LISA 2001 Paper
[LISA '01 Tech Program Index]
Dynamic Sublists: Scaling Unmoderated Mailing Lists
Unmoderated electronic mailing lists suffer from the paradox that the more successful they are, the more difficult they are to use and administer because of the increasing number of users and discussions. Traditional solutions to this problem, such as creating static sublists or providing a Web interface, are not always desirable. We discuss the problems with traditional solutions and present dynamic sublists, an approach to scaling online communities that increases communication opportunities without overwhelming users or administrators. We have built a system, Javamlm, implementing dynamic sublists, and report on its implementation, use, and future.
Systers  is an unmoderated email list for women in computer science, originally created in 1987 for 12 women. The list has been tremendously successful at creating a community for people who had previously felt isolated and has grown to include over 2300 members in 38 countries. As Systers has grown, however, it has lost hundreds of members, especially senior women, because of the increased message volume that has come with increased membership. Additionally, members have felt less free to post to the entire list, instead responding directly to the sender of a message or not at all, reducing the sense of community and the utility of the list. Our goal is to provide a better format for such a large community than an unmoderated email list, while keeping the features that make Systers successful.
A common general solution to heavy volume on mailing lists is moderation, which can be performed top-down by a small set of administrators or bottom-up through collaborative filtering. While the most obvious cost of moderation is the human overhead required, a more fundamental problem is that moderation schemes limit diversity through the ``tyranny of the majority.'' A topic of little interest to the majority may be of great interest and value to a minority. A better scheme (which we describe below) would allow users to customize which messages they see.

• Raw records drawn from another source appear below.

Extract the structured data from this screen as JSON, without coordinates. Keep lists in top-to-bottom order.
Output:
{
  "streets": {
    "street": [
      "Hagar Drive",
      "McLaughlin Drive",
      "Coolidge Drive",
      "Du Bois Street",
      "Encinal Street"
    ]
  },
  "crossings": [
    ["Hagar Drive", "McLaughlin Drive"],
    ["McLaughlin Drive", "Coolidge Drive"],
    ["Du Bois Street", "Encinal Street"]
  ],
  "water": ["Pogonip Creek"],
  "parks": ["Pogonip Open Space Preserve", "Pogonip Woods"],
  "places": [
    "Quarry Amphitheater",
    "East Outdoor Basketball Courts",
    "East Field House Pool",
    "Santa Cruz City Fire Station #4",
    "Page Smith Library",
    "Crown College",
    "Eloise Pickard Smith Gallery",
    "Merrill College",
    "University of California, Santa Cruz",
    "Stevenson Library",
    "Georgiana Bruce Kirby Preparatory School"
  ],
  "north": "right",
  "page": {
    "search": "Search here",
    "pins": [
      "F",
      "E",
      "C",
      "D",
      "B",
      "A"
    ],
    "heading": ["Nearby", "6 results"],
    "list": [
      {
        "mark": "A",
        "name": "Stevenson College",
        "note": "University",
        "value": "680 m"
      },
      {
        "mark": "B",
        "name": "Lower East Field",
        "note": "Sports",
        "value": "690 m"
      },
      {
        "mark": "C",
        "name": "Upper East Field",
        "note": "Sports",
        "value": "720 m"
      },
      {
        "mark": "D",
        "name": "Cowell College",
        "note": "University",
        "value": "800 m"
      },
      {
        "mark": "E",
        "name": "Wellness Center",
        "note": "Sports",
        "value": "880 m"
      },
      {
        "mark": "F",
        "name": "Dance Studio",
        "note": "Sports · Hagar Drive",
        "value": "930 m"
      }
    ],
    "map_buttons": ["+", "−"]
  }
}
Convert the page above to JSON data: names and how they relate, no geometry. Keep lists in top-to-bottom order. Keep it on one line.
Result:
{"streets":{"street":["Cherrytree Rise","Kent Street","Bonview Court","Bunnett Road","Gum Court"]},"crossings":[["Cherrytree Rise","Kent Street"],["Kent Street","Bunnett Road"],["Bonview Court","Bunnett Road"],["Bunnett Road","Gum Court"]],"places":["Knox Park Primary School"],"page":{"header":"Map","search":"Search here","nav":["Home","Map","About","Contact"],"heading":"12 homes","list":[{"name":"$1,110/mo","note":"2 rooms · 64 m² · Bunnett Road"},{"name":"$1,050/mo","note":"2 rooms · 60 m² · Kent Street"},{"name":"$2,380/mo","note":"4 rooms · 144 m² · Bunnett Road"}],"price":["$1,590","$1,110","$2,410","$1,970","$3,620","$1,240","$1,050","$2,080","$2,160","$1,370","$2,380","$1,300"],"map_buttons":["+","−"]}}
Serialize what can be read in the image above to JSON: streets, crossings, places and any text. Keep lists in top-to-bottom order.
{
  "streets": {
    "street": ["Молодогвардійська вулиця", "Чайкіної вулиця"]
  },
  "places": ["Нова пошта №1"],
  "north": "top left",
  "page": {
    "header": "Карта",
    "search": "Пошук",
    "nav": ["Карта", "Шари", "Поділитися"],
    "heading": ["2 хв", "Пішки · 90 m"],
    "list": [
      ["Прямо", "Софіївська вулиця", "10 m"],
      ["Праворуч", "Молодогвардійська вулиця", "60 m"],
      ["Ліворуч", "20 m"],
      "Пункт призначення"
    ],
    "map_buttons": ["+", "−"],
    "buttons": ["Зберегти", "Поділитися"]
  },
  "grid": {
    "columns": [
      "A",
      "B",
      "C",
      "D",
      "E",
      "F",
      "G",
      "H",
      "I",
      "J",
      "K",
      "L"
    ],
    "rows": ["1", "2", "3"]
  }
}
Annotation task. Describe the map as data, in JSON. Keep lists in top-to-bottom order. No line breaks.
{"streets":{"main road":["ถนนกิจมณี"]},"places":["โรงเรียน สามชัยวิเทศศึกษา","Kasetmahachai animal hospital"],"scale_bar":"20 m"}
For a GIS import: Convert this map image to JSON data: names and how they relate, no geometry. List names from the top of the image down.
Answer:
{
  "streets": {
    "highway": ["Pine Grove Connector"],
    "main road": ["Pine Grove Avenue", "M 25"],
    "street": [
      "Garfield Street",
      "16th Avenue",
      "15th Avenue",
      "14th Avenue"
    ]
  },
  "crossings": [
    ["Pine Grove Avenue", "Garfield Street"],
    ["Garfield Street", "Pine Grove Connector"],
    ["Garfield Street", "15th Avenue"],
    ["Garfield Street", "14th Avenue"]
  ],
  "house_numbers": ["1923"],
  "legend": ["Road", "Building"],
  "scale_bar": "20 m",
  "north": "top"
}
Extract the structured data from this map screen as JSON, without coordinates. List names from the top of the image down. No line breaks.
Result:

A conventional alternative to moderation is the creation of static sublists interested in particular subtopics. For Systers, there could be technical groups focused on Web design, groups discussing how to best deal with maternity leave, or support groups for pre-tenure academics. However, while an individual Syster may not be interested enough in maternity leave to join a group that discusses that exclusively, part of what members find valuable is hearing about other women's issues in a wide range of areas (especially ones that might affect her in the future). Thus, completely eliminating the sharing of information about maternity leave with the broader group lessens the value of the list. In the limit, there would be no common discussion among the entire group, just a vast collection of special interests. For these reasons, we rejected the idea of relying primarily on static sublists.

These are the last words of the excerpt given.